Senin 06 May 2019 17:03 WIB

Post-truth dan Islam

Sebagian Muslim terjebak pada post-truth yang merupakan kepura-puraan.

NURIZAL ISMAIL, Direktur Pusat Studi Kitab Klasik Islami STEI Tazkia & Peneliti ISEFID.
Foto: Dokumentasi Pribadi
NURIZAL ISMAIL, Direktur Pusat Studi Kitab Klasik Islami STEI Tazkia & Peneliti ISEFID.

Di era milineal ini post-truth sangat cepat berkembang layaknya virus yang datang menghampiri manusia melalui media sosial dan sejenisnya. Istilah ini berkembang setelah kamus oxford menyatakan post truth merupakan kata yang fenomenal di tahun 2016 (word of the year 2016).

Kamus Oxford mendefinisikan kata ini sebagai keadaan yang berhubungan atau menunjukan fakta-fakta yang objektif, tapi kurang berpengaruh dalam membentuk opini publik. Yang lebih menjadi perhatian adalah emosi dan kepercayaan pribadi. Stephen Colbert di tahun 2005 mengistilahkan post truth dengan terma truthiness yang berarti keyakinan atas sesuatu yang terasa walaupun sebenarnya tidak didukung dengan fakta yang ada.

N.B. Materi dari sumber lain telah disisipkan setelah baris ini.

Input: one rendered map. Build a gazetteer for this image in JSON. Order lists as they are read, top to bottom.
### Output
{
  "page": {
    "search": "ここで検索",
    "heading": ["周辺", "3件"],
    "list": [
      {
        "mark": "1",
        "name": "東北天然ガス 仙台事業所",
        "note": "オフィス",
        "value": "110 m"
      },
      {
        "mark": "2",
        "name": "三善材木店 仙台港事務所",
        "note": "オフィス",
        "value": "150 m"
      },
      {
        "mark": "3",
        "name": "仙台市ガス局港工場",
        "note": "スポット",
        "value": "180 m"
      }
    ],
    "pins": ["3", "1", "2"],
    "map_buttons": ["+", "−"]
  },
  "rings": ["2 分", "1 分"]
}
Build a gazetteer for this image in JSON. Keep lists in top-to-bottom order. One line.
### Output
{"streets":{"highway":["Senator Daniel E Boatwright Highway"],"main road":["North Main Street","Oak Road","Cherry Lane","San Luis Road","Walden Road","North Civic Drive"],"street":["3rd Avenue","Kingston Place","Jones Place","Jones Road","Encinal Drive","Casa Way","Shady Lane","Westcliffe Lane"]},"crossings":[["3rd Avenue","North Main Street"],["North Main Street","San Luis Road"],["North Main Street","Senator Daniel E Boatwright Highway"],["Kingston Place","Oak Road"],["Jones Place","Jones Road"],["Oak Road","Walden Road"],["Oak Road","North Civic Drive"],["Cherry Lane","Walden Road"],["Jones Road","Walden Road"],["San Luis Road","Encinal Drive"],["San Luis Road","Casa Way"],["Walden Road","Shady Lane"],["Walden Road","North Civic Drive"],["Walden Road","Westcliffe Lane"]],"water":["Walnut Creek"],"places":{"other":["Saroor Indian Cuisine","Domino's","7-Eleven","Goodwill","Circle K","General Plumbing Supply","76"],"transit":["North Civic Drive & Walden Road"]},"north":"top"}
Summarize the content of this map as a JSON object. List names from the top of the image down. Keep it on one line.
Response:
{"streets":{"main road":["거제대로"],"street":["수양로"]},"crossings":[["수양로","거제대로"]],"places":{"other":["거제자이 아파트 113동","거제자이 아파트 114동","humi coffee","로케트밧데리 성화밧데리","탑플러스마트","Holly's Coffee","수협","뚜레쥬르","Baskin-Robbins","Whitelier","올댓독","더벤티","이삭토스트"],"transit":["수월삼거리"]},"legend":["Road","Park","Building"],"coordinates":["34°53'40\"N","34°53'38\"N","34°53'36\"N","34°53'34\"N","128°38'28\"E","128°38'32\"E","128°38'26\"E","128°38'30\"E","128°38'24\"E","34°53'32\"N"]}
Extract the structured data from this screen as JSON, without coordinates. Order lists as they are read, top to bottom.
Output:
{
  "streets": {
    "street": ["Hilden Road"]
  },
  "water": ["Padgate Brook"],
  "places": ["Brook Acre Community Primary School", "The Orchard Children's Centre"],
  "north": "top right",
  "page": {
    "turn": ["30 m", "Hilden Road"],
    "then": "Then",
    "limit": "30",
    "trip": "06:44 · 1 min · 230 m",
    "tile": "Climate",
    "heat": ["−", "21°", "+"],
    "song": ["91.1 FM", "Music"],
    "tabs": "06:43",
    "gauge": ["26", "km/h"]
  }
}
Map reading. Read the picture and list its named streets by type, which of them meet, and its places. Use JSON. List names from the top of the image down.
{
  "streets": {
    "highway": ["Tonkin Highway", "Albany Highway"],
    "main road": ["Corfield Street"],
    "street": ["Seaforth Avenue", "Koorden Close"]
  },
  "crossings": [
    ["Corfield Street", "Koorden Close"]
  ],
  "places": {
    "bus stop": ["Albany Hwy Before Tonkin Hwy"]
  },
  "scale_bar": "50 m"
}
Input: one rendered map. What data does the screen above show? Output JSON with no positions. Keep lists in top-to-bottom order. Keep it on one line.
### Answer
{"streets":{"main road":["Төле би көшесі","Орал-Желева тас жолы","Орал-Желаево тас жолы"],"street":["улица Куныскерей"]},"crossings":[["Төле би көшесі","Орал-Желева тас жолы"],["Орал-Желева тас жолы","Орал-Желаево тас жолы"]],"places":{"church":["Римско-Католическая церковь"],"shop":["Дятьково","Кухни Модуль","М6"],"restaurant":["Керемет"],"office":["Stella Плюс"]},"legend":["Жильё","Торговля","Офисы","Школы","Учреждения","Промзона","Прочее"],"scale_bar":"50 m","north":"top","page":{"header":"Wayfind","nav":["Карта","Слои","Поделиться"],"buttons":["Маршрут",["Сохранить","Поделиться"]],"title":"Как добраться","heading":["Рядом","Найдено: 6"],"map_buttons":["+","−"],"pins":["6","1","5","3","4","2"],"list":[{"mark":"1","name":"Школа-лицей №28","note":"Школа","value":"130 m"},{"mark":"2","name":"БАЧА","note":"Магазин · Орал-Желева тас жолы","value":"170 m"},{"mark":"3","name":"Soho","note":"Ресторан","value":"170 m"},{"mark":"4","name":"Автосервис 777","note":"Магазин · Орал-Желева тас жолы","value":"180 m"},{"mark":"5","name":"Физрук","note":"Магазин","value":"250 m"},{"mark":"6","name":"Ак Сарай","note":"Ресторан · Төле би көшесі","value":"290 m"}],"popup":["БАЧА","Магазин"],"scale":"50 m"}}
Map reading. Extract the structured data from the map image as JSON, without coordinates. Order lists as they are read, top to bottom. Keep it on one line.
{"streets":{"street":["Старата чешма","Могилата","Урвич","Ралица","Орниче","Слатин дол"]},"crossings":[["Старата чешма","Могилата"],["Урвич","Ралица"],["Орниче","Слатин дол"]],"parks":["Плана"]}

Istilah post truth tidak hanya identik dengan arti pascakebenaran, tetapi sesuatu yang melampui kebenaran. Karena itu ketika sesuatu melampui kebenaran maka yang muncul adalah kebohongan, kepura-puraan, ilusi, dan dusta. Sederhananya post truth adalah ngapusi dalam bahasa jawa atau kidzb dalam Bahasa Arab.

Sebenarnya dalam kehidupan sehari-hari post truth sering kita jumpai dalam kehidupan sehari-sehari. Contohnya, seorang pedagang yang mengatakan barangnya itu asli padahal faktanya adalah palsu.

Seorang siswa berbohong kepada kawan sekelasnya kalau nilai ulangannya mendapatkan nilai 8. Padahal faktanya ia hanya mendapatkan nilai 5. Masih banyak lagi contoh yang pastinya kita bisa sebutkan atau mungkin pernah kita alami sendiri.

Namun, di tahun politik ini post truth menjadi pilihan yang subur dalam komunikasi politik dan isu-isu keagamaan. Setiap orang dapat menerbitkan opininya dengan tafsirnya sendiri bukan dengan fakta atau realitas kebenaran.

Ini yang paling repot, meyakini kebenaran opini dari kelompoknya tanpa melakukan verifikasi opini atau berita tersebut. Malah diterima mentah-mentah secara emosional. Akhirnya, kebohongan di zaman ini menjadi suatu yang lazim dan wajar bagi setiap insan. Tidak terkecuali sebagian Muslim juga terjebak dengan fenomena post truth ini. 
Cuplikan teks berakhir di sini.